Curitiba - Hospitais superlotados, população doente pelos corredores, vítimas da falta de vagas e leitos para suprir a população carente, atendimento de baixa qualidade. Problemas que todos os dias são mostrados em matérias de TV e jornais, e que poderiam ser resolvidos com ''vontade política'' dos governantes, caso esses encarassem a questão da Saúde Pública como um projeto de Estado e não de governo, e garantissem financiamento prioritário e constante para o setor.
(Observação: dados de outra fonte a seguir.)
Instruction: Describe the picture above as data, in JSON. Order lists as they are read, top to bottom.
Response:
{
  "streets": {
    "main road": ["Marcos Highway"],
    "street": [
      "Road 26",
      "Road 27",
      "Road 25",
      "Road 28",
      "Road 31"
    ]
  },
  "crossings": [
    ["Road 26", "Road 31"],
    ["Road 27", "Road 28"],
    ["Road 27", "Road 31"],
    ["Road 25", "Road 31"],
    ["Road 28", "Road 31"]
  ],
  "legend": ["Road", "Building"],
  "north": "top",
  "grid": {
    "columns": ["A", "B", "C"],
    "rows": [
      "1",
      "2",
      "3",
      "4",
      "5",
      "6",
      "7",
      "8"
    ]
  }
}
É essa a opinião da classe médica no Paraná, que decidiu usar o Dia do Médico, comemorado hoje, como mais um instrumento para levar sua luta adiante. ''O maior problema do SUS é a falta de financiamento'', diz Hamilton Lima Wagner, presidente da Associação Paranaense de Medicina de Família e Comunidade e diretor do Sindicato dos Médicos do Paraná. ''Sem dinheiro, os hospitais diminuem seus atendimentos pelo SUS, remuneram os laboratórios de forma inadequada, o que também gera serviços de baixa qualidade, médicos ganham mal. É uma bola de neve'', explica.
Nesse sentido, a categoria está se articulando nacionalmente em torno de dois projetos na área. Um deles é a aprovação pelo Congresso Nacional de projeto de lei regulamentando a Emenda 29, que prevê destinação de recursos para a saúde pública. Aprovada em 2000, a emenda prevê que os municípios destinem 15% de seus orçamentos para a saúde, os estados, 12% e a União deve aplicar o mesmo valor dos gastos do ano anterior acrescido da variação do Produto Interno Bruto (PIB). A estimativa é que só com a regulamentação da Emenda 29, o Orçamento da União em Saúde aumentaria de imediato R$ 10 bilhões.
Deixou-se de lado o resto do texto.